Nous avons appris d’assumer de la responsabilité

Quelques milliers de socialistes et socialistes ont conquis des mandats dans des institutions de représentation parlementaires ou occupent des postes à mandat électoral. Nous avons appris d’assumer de la responsabilité politique, d’offrir de la résistance politique en même temps et de faire usage d’espaces de man½uvres sans nous installer pourtant dans les conditions politiques qui existent.

Qu’un débat proche de la réalité puisse être mené sur la logique, les difficultés et les buts d’un tel processus et la seconde raison pour notre initiative. Il est normal que pas toutes les positions conquises ne puissent devenir partie entière du consensus de fondation de notre nouveau parti « La Gauche ». Il est d’autant plus normal de lutter pour elles.

Donc nous voulons entre autres qu’afin d’éliminer le déséquilibre entre hommes et femmes dans les positions et les mandats, il y vaudra dans notre nouveau parti aussi au moins les niveaux sur lesquels est convenu le PDS et qu’ils deviennent partie de la vie quotidienne politique.

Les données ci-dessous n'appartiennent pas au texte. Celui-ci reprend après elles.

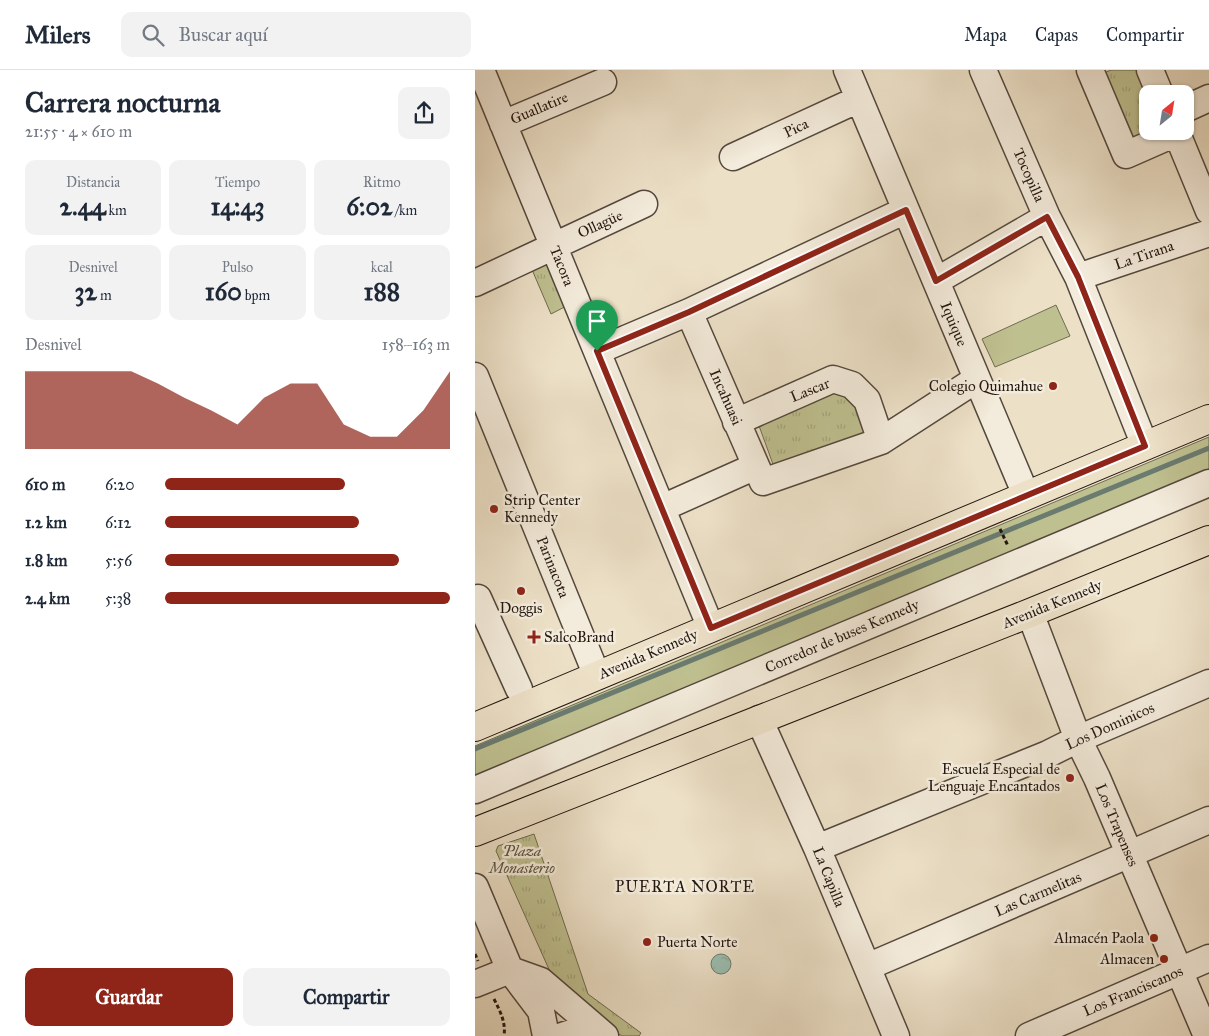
<!DOCTYPE html>
<html lang="es">
<head>
<meta charset="utf-8">
<style>
	body { margin:0; font-family:"IM FELL Great Primer",serif; background:#f2f2f3; color:#1f2937; height:100vh; display:flex; flex-direction:column; font-size:19px; white-space:nowrap }
	* { box-sizing:border-box; margin:0 }
	p { font-size:16px; color:#747a83 }
	.icon { flex:none; width:28px; height:28px; fill:none; stroke:currentColor; stroke-width:2; stroke-linecap:round; stroke-linejoin:round }
	.map { position:relative; flex:1; overflow:hidden }
	.sheet { display:flex; flex-direction:column; background:#fff; width:475px }
	.sheet>* { flex:none }
	.needle { width:32px; rotate:30deg }
	.fabs { position:absolute; left:664px; top:15px; display:grid; gap:10px }
	.fabs a { display:grid; place-items:center; width:55px; height:55px; border-radius:10px; background:#fff; box-shadow:0 1px 4px #0004; font-size:25px }
	.pin { position:absolute; display:grid; place-items:center; width:42px; height:42px; color:#fff; margin:-51px -21px; border-radius:50% 50% 50% 0; rotate:-45deg; box-shadow:0 0 5px #0007 }
	.pin .icon { rotate:45deg }
	.round { display:grid; place-items:center; flex:none; width:52px; height:52px; border-radius:10px; background:#f2f2f3 }
	.overview { display:flex; align-items:center; justify-content:space-between; height:85px; padding:0 25px }
	h1 { font-size:28px; font-weight:700; line-height:38px }
	.figures { display:grid; grid-template-columns:repeat(3,1fr); gap:8px; height:85px; padding:5px 25px }
	.figures div { display:grid; align-content:center; border-radius:10px; background:#f2f2f3; text-align:center }
	.figures b { font-size:25px; font-weight:700 }
	.figures small { font-size:14px; font-weight:400 }
	.figures p { font-size:14px }
	.chart { height:140px; padding:10px 25px }
	.chart p { display:flex; justify-content:space-between }
	.chart svg { width:100%; height:90px; margin-top:5px; fill:#8f2418; opacity:.7 }
	.button { display:flex; gap:10px; margin-top:auto; padding:10px 25px }
	.button a { flex:1; height:58px; border-radius:10px; background:#8f2418; color:#fff; font-size:20px; font-weight:700; line-height:58px; text-align:center }
	.button a+a { background:#f2f2f3; color:#1f2937 }
	ul { padding:0 25px; list-style:none; font-size:16px }
	li { display:grid; grid-template-columns:80px 60px 1fr; align-items:center; height:38px }
	li i { height:12px; border-radius:6px; background:#8f2418 }
	header { display:flex; align-items:center; gap:30px; box-sizing:border-box; height:70px; padding:0 25px; background:#fff; border-bottom:1px solid #e0e1e3 }
	header strong { font-size:24px }
	nav { display:flex; gap:28px; margin-inline-start:auto; font-size:18px }
	.search { width:350px; height:45px; background:#f2f2f3; display:flex; align-items:center; gap:12px; box-sizing:border-box; padding:0 18px; border-radius:10px; color:#747a83; font-size:19px }
	main { display:flex; flex:1; min-height:0 }
	.map>svg:first-child { display:block }
</style>
</head>
<body>
<header>
<strong>Milers</strong>
<div class="search"><svg class="icon" aria-label="search" viewBox="0 0 24 24"><circle cx="10" cy="10" r="6"/><path d="M15 15l6 6"/></svg>Buscar aquí</div>
<nav><a>Mapa</a><a>Capas</a><a>Compartir</a></nav>
</header>
<main>
<section class="sheet">
<div class="overview"><div><h1>Carrera nocturna</h1><p>21:55 · 4 × 610 m</p></div><a class="round"><svg class="icon" aria-label="share" viewBox="0 0 24 24"><path d="M12 15V3M7 8l5-5 5 5M5 13v7h14v-7"/></svg></a></div>
<div class="figures">
<div><p>Distancia</p><b>2.44<small> km</small></b></div>
<div><p>Tiempo</p><b>14:43</b></div>
<div><p>Ritmo</p><b>6:02<small> /km</small></b></div>
</div>
<div class="figures">
<div><p>Desnivel</p><b>32<small> m</small></b></div>
<div><p>Pulso</p><b>160<small> bpm</small></b></div>
<div><p>kcal</p><b>188</b></div>
</div>
<div class="chart"><p><span>Desnivel</span>158–163 m</p>
<svg viewBox="0 0 160 44" preserveAspectRatio="none"><path d="M0 44V6L10 6L20 6L30 6L40 6L50 12L60 19L70 25L80 32L90 19L100 12L110 12L120 32L130 38L140 38L150 25L160 6V44z"/></svg>
</div>
<ul>
<li><b>610 m</b>6:20<i style="width:63%"></i></li>
<li><b>1.2 km</b>6:12<i style="width:68%"></i></li>
<li><b>1.8 km</b>5:56<i style="width:82%"></i></li>
<li><b>2.4 km</b>5:38<i style="width:100%"></i></li>
</ul>
<div class="button"><a>Guardar</a><a>Compartir</a></div>
</section>
<div class="map">
<svg width="734" height="966" viewBox="0 0 734 966">
	<defs>
		<pattern id="park-tufts" width="24" height="20" patternUnits="userSpaceOnUse" patternTransform="scale(1.25)"><rect width="24" height="20" fill="#bfc090"/><path d="M3 7l-1-3M5 7V3M7 7l1-3M15 17l-1-3M17 17v-4M19 17l1-3" fill="none" stroke="#a4a47b"/></pattern>
		<pattern id="water-ripples" width="26" height="14" patternUnits="userSpaceOnUse" patternTransform="scale(1.25)"><rect width="26" height="14" fill="#9abeb0"/><path d="M2 4q2-2 4 0t4 0M15 11q2-2 4 0t4 0" fill="none" stroke="#84a396"/></pattern>
	</defs>
	<rect width="100%" height="100%" fill="#ece0c7"/>
	<filter id="stains"><feTurbulence type="fractalNoise" baseFrequency=".004" numOctaves="4"/><feColorMatrix values="0 0 0 0 .2 0 0 0 0 .09 0 0 0 0 .02 0 0 0 .5 -.17"/></filter>
	<radialGradient id="worn" r=".72"><stop offset=".6" stop-color="#630" stop-opacity="0"/><stop offset="1" stop-color="#630" stop-opacity=".3"/></radialGradient>
	<!-- grass -->
	<path fill="#bfc090" stroke="#706b50" d="M581 235 595 266 520 297 507 269Z
		M734 367V405L0 710V676Z"/>
	<!-- park -->
	<path fill="url(#park-tufts)" stroke="#706b50" d="M636 0H679L672 24V61L657 70 629 3Z
		M78 175 101 231 76 244 52 188Z
		M363 319 375 323 397 362 299 397 283 353Z
		M59 764 113 924 166 963 164 966H147L123 951 77 906 21 781 23 776Z"/>
	<!-- water -->
	<path fill="url(#water-ripples)" stroke="#6a7b70" d="M236 894a10 10 0 1 1 20 0a10 10 0 1 1-20 0Z"/>
	<g fill="none" stroke-linecap="round" stroke-linejoin="round">
		<!-- stream -->
		<path stroke="#6a7b70" stroke-width="5" d="M0 679 734 378"/>
		<!-- minor casing -->
		<g stroke="#54483d" stroke-width="29">
			<path id="minor" d="M6 0 236 558
				M372 0 551 425
				M508 0 572 147 603 207 670 376
				M615 0 651 85 701 63
				M675 0 685 24
				M710 39 734 28
				M28 54 128 12
				M701 61 734 141
				M258 87 384 29
				M603 207 734 163
				M461 211 572 147
				M0 213 169 134
				M214 242 288 412 406 371 502 309
				M122 281 214 242 431 140
				M0 306 122 606
				M261 352 358 309 377 315 392 330 406 371
				M187 438 281 396
				M0 529 3 528 44 619
				M555 543 603 669 622 708 732 966
				M284 649 342 778 421 966
				M0 720 734 413
				M342 778 573 684 603 669 734 613
				M0 817 35 900 66 941 71 966
				M392 897 734 750
				M38 901 66 911 130 966
				M0 914 35 900
				M87 966 99 962H123
				M554 966 734 888"/>
		</g>
		<!-- major casing -->
		<g stroke="#22160f" stroke-width="30">
			<path id="major" d="M0 657 734 349
				M0 762 555 543 734 470"/>
		</g>
		<!-- path -->
		<path stroke="#22160f" stroke-width="3" stroke-dasharray="4 2.5" stroke-linecap="butt" d="M525 459 533 476
			M0 884 3 891
			M19 929C25 941 31 952 29 966"/>
		<!-- minor -->
		<use href="#minor" stroke="#f3ebdb" stroke-width="26"/>
		<!-- major -->
		<use href="#major" stroke="#ece0c7" stroke-width="28"/>
	</g>
	<g fill="none" stroke-linecap="round" stroke-linejoin="round">
		<!-- route casing -->
		<g stroke="#fff" stroke-width="10">
			<path id="route" d="M431 140 461 211 572 147 603 207 670 376 236 558 122 281 214 242Z"/>
		</g>
		<!-- route -->
		<use href="#route" stroke="#8f2418" stroke-width="6"/>
	</g>
	<!-- markers -->
	<g fill="#8f2418" stroke="#f3ebdb" stroke-width="2">
		<circle cx="578" cy="316" r="5"/>
		<circle cx="19" cy="439" r="5"/>
		<circle cx="46" cy="521" r="5"/>
		<path d="M56.5 559.5h5v5h5v5h-5v5h-5v-5h-5v-5h5z"/>
		<circle cx="595" cy="708" r="5"/>
		<circle cx="679" cy="868" r="5"/>
		<circle cx="172" cy="872" r="5"/>
		<circle cx="689" cy="889" r="5"/>
	</g>
	<g text-anchor="middle" dominant-baseline="central" stroke-width="5" stroke-linejoin="round" paint-order="stroke">
		<!-- street labels -->
		<g font-size="15" fill="#22160f" stroke="#f3ebdb">
			<text transform="translate(64 38) rotate(-23)">Guallatire</text>
			<text transform="translate(321 58) rotate(-25)">Pica</text>
			<text transform="translate(554 105) rotate(66)">Tocopilla</text>
			<text transform="translate(125 154) rotate(-24)">Ollagüe</text>
			<text transform="translate(669 185) rotate(-19)">La Tirana</text>
			<text transform="translate(87 196) rotate(68)">Tacora</text>
			<text transform="translate(479 254) rotate(67)">Iquique</text>
			<text transform="translate(335 320) rotate(-22)">Lascar</text>
			<text transform="translate(251 327) rotate(66)">Incahuasi</text>
			<text transform="translate(78 497) rotate(68)">Parinacota</text>
			<text transform="translate(577 534) rotate(-22)">Avenida Kennedy</text>
			<text transform="translate(367 566) rotate(-23)">Corredor de buses Kennedy</text>
			<text transform="translate(173 584) rotate(-23)">Avenida Kennedy</text>
			<text transform="translate(635 656) rotate(-24)">Los Dominicos</text>
			<text transform="translate(642 755) rotate(67)">Los Trapenses</text>
			<text transform="translate(354 807) rotate(68)">La Capilla</text>
			<text transform="translate(563 824) rotate(-23)">Las Carmelitas</text>
			<text transform="translate(658 921) rotate(-23)">Los Franciscanos</text>
		</g>
		<!-- poi labels -->
		<g font-size="15" fill="#22160f" stroke="#f3ebdb" text-anchor="end">
			<text x="568" y="316">Colegio Quimahue</text>
			<text x="29" y="430" text-anchor="start">Strip Center<tspan x="29" dy="17">Kennedy</tspan></text>
			<text x="46" y="538" text-anchor="middle">Doggis</text>
			<text x="69" y="567" text-anchor="start">SalcoBrand</text>
			<text x="585" y="699">Escuela Especial de<tspan x="585" dy="17">Lenguaje Encantados</tspan></text>
			<text x="669" y="868">Almacén Paola</text>
			<text x="182" y="872" text-anchor="start">Puerta Norte</text>
			<text x="679" y="889">Almacen</text>
		</g>
		<!-- park labels -->
		<g font-size="15" font-style="italic" fill="#59523c" stroke="#f3ebdb">
			<text x="47" y="781">Plaza<tspan x="47" dy="17">Monasterio</tspan></text>
		</g>
		<!-- neighbourhood labels -->
		<g font-size="16" letter-spacing="1" fill="#22160f" stroke="#f3ebdb">
			<text x="210" y="816">PUERTA NORTE</text>
		</g>
	</g>
	<rect width="100%" height="100%" filter="url(#stains)"/>
	<rect width="100%" height="100%" fill="url(#worn)"/>
</svg>
<div class="fabs">
<a><svg class="needle" viewBox="-14 -14 28 28"><path d="M0-13l5 13h-10z" fill="#e53935"/><path d="M0 13l5-13h-10z" fill="#747a83"/></svg></a>
</div>
<div class="pin" style="left:122px;top:281px;background:#1e9e55"><svg class="icon" aria-label="arrive" viewBox="0 0 24 24"><path d="M6 21V4h12l-3 4 3 4H6"/></svg></div>
</div>
</main>
</body>
</html>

Nous nous engageons pour que notre nouveau Parti de Gauche accueille favorablement l’intégration européenne et l’élargissement de l’Union Européenne sur une base égale, solidaire, civile et démocratique autant que l’a fait le PDS.

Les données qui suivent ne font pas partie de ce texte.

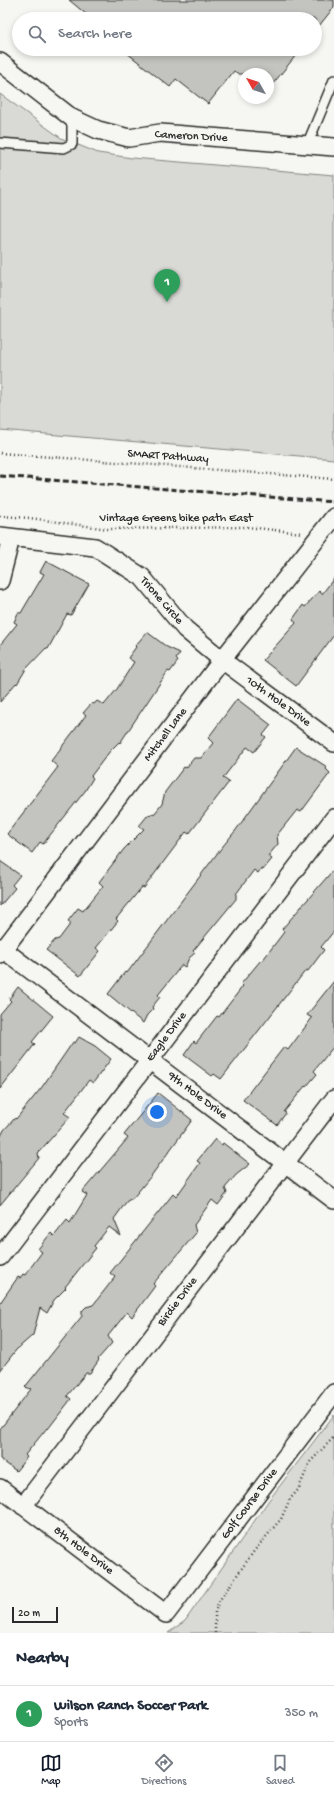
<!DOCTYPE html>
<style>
:root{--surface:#fff;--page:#f6f6f7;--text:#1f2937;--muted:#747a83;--line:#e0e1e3;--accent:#111827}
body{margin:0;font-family:"Gochi Hand",sans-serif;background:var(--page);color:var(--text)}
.compass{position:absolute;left:238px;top:68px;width:36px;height:36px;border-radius:50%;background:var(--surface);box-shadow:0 2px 6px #0003;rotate:309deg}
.scale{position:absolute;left:12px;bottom:10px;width:46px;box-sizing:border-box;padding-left:4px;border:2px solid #2b2b2b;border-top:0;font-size:11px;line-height:14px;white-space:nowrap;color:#2b2b2b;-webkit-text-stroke:3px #f6f6f2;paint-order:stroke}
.you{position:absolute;left:157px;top:1112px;width:14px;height:14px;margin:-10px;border:3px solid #fff;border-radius:50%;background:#1a73e8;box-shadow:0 0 0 6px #1a73e833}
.badge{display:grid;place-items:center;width:26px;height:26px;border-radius:50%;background:var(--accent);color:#fff;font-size:13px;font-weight:700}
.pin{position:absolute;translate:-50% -33px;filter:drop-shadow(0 1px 2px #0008)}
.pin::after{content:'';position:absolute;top:21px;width:14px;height:12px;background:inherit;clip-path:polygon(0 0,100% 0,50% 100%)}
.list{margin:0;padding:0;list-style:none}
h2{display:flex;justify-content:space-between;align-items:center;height:52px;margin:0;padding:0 16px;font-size:17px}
h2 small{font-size:13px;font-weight:400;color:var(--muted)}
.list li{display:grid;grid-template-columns:26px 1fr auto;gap:12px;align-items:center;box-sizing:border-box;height:56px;padding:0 16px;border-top:1px solid var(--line)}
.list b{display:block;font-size:15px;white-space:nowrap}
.list p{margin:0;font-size:13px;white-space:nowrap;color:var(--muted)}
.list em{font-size:13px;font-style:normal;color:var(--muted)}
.icon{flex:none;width:22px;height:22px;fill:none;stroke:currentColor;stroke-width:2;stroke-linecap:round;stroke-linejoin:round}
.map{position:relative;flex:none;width:334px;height:1633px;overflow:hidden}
.search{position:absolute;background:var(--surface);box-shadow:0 2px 6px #0003;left:12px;right:12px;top:12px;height:44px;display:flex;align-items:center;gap:10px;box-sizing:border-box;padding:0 14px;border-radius:22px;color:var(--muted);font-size:15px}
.sheet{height:108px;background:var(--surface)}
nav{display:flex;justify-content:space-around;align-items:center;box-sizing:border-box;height:56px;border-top:1px solid var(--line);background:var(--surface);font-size:11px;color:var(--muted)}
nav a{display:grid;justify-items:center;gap:2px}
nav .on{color:var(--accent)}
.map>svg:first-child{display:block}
.green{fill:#d9d9d5;stroke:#828280}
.building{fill:#c3c3c0;stroke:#2b2b2b}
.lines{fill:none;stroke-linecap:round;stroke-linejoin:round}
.service-casing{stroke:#2b2b2b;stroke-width:12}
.minor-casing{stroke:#2b2b2b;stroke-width:20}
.path{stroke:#2b2b2b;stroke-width:2.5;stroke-dasharray:1 3;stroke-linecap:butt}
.service{stroke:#f6f6f2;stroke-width:9}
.minor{stroke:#f6f6f2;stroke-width:17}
.rail{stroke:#2b2b2b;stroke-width:3;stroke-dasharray:6 3;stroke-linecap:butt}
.labels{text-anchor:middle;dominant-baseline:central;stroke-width:4;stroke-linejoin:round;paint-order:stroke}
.street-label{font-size:12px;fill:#2b2b2b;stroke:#f6f6f2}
</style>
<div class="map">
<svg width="334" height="1633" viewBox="0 0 334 1633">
<rect width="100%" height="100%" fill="#f6f6f2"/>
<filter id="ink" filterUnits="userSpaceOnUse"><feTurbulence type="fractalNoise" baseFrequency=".025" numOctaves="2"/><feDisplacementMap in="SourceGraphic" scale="8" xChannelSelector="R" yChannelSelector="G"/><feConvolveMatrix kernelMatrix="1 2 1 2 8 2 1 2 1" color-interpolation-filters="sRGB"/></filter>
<g filter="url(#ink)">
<path class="green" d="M0 94 61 138 98 153 132 158 334 175V459L0 430Z
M334 1415V1633H168L185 1621 269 1500Z"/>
<path class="building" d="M69 0H334V7L315 31V19H92Z
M122 49H301L268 90V74H239L234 71 208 104 176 79 170 87Z
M46 561 89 584 71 615 67 614 48 649 46 648 26 669 17 684 16 683 0 702V645L17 624 14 622 18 613H21L44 574 40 572Z
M334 578V635L296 686 263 660 296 623 293 619 303 605 305 607 319 591 322 594Z
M147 632 167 647 180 653 176 659 178 661 170 672 168 671 120 743 119 742 110 751 91 776 93 778 85 791 43 844 40 842 32 853 7 834 58 767 51 761 86 715 83 713 92 703 94 704 97 701 104 705 117 689 134 662 128 658 136 647 135 646Z
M237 699 271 725 263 735 266 737 254 752 247 747 223 778 229 782 189 834 186 832 144 888 142 887 116 919 118 921 96 948 100 951 80 976 46 950 55 940 59 939 71 923 68 921 78 908 83 911 103 886 99 882 124 849 144 829 139 826 148 815 155 813 162 804 165 792 184 767 186 768 194 758H201L213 743 208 738Z
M296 747 327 767 326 769 330 773 301 812 297 810 277 835 278 844 268 856 272 859 263 870 261 869 258 873 254 870 236 894V899L193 951 195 953 189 958 185 967 182 965 158 995 160 997 152 1007 153 1009 147 1015 143 1023 108 994 125 972 127 973 219 851 236 830Z
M0 861 20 875 12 885 15 888 0 906Z
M334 869V931L321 947 324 950 308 971 306 970 221 1079 214 1074 212 1076 184 1055 194 1041 196 1043 217 1016 219 1017 243 986 241 984 261 960 262 961 284 932 282 929Z
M334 981V1046L314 1071 317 1074 306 1087 305 1086 284 1112 286 1113 277 1125 243 1100 284 1047 288 1050 312 1018 307 1015Z
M18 987 53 1016 32 1042 35 1044 0 1089V1014L11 1001 9 999Z
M79 1037 95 1046 111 1059 93 1083 89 1080 64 1113 70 1117 38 1153 39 1158 0 1205V1138L4 1130 15 1118 16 1119 42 1087 73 1042 75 1043Z
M158 1093 192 1120 151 1176 133 1198 127 1201 114 1219 121 1236 109 1227 94 1246 96 1248 65 1287 66 1288 54 1300 47 1313 40 1308 33 1335 16 1350 0 1371V1303L18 1277 20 1278 23 1274 25 1275 42 1252 38 1249 51 1233 54 1236 67 1220 70 1223 87 1195 82 1192 128 1138 124 1135Z
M215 1139 222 1145 223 1143 250 1164 236 1175 225 1188 227 1193 218 1205 212 1200 194 1225 196 1233 153 1284 155 1286 132 1317 127 1312 108 1336 112 1343 98 1359 99 1360 90 1373H86L67 1396 71 1399 48 1429 47 1428 25 1455 27 1457 16 1471 0 1459V1429L31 1389 25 1387 82 1316V1311L86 1307 93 1305 115 1277 110 1273 173 1194 176 1197 200 1163 197 1161Z"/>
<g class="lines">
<g class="service-casing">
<path id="service" d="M0 143 64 148 72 144V118
M307 145 334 80"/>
</g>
<g class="minor-casing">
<path id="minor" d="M0 62 72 118 98 130 129 138 160 133 334 147
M0 536 95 547 142 577 185 629 222 660 334 743
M0 581 11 538
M0 947 334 1200
M0 954 222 660 334 517
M0 1257 334 818
M0 1488 166 1614 334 1393
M23 1506 334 1099"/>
</g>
<path class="path" d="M0 453 334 479
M0 516 30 518 108 529 247 527 302 533
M215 1633V1612L219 1601 254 1551 281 1519 290 1499 298 1490 310 1462 334 1437"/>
<use href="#service" class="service"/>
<use href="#minor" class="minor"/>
<path class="rail" d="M0 476 334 502"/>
</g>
</g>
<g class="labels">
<g class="street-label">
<text transform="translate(191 137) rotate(3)">Cameron Drive</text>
<text transform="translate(168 457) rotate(4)">SMART Pathway</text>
<text x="176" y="519">Vintage Greens bike path East</text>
<text transform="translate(161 601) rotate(49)">Trione Circle</text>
<text transform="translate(278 702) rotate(36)">10th Hole Drive</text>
<text transform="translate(166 735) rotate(-53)">Mitchell Lane</text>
<text transform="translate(167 1037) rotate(-53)">Eagle Drive</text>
<text transform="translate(197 1096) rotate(37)">9th Hole Drive</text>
<text transform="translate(178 1302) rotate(-53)">Birdie Drive</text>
<text transform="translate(250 1504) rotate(-53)">Golf Course Drive</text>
<text transform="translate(83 1551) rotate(37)">8th Hole Drive</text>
</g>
</g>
</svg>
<svg class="compass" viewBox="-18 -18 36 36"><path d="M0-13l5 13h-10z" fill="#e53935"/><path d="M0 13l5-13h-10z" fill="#747a83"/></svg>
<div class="scale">20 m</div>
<div class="you"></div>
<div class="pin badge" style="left:167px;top:302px;background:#2e9e5b">1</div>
<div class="search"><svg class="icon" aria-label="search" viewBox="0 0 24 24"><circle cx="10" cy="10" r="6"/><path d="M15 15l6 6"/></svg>Search here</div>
</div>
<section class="sheet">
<h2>Nearby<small></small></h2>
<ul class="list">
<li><span class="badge" style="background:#2e9e5b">1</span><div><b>Wilson Ranch Soccer Park</b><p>Sports</p></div><em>350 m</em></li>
</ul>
</section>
<nav>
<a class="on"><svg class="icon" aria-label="map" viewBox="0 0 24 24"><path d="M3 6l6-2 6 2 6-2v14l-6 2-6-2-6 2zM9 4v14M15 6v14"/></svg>Map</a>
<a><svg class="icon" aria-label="directions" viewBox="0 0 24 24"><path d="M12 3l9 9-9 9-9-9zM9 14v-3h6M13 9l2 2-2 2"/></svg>Directions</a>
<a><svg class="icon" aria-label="saved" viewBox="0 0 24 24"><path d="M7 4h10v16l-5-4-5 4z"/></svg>Saved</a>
</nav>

Nous voulons lutter pour que nos objectifs soient ancrés dans le programme, le style politique et l’action de notre nouveau Parti de Gauche d’une façon à conquérir des majorités. Nous voulons présenter aux personnes qui représentent nos idées, un podium et de l’appui organisé, les faire valoir dans les organes du parti et les représenter et diffuser dans la société.

Nous aspirons à une coopération confidente, proche et ouverte avec et dans les organes démocratiques élus de notre parti.

Nous sommes ouverts pour tout ce qui aide au nouveau parti – mais nous sommes disposés d’une façon critique et offensive envers tout qui voudra réduire le socialisme démocratique, le bannir dans des discours de dimanche ou même le pousser hors du parti.

Nous sommes des socialistes démocratiques – cela veut dire : nous voulons changer la société et à cette fin attirer des majorités stables et durables.